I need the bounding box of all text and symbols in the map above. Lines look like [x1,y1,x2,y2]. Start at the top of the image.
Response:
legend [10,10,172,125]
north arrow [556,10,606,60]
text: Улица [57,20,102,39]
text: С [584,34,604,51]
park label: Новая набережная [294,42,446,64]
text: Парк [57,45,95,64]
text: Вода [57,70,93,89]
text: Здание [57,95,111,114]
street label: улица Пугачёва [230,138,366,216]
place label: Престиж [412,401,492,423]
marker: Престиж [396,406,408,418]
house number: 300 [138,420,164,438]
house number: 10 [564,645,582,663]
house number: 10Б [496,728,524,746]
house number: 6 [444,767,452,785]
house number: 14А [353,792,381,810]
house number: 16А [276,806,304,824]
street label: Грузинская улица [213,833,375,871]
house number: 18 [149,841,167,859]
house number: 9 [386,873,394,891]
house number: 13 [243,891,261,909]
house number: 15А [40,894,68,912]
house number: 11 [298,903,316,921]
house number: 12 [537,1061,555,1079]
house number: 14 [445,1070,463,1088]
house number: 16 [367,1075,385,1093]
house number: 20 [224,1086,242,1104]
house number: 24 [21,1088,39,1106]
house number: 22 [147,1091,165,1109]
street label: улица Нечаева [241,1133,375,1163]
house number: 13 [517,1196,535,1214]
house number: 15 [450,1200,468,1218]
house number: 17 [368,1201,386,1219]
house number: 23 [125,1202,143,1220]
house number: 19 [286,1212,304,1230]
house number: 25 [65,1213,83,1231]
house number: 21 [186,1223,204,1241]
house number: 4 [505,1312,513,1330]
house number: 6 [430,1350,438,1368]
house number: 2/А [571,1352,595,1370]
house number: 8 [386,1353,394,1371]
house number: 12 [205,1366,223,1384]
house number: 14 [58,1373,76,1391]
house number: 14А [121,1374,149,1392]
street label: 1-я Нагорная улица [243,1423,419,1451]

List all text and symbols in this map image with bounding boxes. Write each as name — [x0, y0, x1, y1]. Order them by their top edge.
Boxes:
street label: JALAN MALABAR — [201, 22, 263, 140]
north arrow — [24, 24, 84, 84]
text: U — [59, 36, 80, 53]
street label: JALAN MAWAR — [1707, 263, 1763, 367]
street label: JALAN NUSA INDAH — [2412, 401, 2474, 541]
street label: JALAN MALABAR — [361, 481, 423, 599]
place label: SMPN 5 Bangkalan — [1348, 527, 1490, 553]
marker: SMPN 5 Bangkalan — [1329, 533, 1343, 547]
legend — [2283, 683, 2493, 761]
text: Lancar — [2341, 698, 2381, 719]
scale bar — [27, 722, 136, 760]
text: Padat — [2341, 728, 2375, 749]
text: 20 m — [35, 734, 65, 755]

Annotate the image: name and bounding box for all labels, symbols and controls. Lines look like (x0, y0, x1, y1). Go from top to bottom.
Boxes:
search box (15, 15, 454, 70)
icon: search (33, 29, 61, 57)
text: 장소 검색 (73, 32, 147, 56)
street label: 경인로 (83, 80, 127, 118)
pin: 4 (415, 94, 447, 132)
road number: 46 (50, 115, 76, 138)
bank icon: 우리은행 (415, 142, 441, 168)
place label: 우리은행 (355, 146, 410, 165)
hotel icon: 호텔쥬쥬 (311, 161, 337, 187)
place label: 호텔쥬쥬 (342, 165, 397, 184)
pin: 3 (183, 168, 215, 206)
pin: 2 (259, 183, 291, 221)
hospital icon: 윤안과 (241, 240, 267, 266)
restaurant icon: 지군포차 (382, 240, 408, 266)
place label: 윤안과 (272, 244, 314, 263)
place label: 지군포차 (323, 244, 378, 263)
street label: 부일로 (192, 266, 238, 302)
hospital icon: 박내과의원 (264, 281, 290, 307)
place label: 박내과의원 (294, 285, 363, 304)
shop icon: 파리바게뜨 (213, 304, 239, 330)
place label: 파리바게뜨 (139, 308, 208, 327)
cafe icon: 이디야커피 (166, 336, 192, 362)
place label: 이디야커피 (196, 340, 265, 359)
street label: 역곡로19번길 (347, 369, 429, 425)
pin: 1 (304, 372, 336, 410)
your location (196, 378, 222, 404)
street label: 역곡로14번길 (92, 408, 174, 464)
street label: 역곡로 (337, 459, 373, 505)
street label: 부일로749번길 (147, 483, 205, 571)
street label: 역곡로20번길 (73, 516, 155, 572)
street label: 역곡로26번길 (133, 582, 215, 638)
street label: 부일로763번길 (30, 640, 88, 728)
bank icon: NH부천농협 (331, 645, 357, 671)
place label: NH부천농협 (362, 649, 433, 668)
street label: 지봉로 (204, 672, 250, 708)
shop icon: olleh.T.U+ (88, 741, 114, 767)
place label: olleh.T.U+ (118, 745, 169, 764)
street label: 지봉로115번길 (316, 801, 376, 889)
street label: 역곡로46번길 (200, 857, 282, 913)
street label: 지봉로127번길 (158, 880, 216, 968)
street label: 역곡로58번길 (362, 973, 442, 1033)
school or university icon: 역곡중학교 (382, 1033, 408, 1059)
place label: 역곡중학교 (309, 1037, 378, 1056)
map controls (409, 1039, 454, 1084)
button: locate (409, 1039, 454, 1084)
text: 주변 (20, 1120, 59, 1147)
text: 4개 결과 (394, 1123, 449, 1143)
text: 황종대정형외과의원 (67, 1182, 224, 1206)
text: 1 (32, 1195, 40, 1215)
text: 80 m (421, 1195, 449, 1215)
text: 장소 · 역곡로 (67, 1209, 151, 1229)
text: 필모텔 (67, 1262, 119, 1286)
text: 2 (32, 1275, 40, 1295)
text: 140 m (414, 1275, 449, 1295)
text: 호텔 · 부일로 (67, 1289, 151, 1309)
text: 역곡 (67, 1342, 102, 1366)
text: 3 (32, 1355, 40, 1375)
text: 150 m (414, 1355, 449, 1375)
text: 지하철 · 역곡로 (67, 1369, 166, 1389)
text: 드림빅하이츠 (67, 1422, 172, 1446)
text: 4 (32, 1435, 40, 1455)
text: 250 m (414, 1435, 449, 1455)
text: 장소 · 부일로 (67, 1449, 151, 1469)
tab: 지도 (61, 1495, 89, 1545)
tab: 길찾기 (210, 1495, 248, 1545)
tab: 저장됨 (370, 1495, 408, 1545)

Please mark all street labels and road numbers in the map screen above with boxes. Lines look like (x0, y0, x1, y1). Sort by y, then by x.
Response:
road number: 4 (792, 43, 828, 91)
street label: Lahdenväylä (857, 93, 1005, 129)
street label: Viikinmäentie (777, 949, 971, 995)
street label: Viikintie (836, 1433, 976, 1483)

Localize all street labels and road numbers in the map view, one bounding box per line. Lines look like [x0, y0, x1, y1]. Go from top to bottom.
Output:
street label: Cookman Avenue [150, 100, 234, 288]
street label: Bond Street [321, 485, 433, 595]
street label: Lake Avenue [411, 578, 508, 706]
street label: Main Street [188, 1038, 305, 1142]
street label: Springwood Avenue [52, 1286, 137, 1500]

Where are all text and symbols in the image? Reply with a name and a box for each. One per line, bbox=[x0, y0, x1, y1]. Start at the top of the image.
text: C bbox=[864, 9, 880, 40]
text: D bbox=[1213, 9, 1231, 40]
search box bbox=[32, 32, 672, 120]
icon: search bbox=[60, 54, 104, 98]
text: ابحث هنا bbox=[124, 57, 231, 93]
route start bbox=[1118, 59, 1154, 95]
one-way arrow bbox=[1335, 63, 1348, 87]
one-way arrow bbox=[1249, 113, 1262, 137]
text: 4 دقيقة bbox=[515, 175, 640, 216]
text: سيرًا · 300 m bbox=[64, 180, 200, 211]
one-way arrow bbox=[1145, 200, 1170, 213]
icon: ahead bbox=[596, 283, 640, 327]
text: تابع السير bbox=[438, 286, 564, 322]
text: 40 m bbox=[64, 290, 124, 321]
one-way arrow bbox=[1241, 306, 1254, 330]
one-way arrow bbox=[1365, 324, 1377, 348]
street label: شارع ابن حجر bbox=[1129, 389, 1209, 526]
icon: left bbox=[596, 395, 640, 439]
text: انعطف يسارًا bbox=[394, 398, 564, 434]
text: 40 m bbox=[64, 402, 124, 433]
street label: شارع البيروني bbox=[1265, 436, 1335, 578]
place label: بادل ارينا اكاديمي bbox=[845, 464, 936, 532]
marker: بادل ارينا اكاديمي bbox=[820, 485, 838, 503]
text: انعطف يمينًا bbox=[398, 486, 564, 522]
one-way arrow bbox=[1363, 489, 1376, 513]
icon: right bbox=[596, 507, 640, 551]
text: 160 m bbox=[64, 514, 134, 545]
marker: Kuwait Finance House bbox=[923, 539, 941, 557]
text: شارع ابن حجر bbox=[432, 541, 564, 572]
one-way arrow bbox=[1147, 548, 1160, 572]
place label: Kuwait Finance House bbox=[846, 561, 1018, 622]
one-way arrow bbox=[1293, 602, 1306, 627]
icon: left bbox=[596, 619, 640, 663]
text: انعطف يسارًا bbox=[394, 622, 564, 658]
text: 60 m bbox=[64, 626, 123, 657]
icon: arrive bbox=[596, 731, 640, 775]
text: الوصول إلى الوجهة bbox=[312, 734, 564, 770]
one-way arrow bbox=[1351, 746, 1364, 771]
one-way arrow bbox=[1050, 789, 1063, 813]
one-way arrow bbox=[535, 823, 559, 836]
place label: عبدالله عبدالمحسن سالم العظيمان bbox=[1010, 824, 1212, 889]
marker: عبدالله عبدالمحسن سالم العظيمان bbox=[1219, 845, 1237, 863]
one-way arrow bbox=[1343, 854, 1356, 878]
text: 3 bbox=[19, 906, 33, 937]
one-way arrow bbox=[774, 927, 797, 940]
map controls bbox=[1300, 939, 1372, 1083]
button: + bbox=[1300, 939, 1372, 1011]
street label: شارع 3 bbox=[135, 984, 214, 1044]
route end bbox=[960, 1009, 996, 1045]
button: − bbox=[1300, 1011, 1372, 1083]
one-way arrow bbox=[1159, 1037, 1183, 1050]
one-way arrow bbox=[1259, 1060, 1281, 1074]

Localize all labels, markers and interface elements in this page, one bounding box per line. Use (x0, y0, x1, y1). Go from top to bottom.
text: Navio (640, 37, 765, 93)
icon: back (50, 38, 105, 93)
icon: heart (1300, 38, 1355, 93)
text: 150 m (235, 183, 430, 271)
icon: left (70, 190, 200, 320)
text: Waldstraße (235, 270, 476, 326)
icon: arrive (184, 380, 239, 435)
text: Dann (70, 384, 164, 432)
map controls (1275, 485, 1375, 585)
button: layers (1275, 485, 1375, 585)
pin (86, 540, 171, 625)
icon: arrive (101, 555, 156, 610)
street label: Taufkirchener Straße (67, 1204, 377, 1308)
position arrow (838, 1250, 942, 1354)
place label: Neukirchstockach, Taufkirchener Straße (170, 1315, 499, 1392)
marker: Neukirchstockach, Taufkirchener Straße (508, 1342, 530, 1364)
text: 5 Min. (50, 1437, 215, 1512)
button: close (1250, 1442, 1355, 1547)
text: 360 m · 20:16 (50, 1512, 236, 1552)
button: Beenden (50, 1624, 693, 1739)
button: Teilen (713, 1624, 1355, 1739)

= = = = =

• **Your objective**
Tally up the lines above in which "this" occurs. Give the result as a bare number.

• **Solved exercise**
2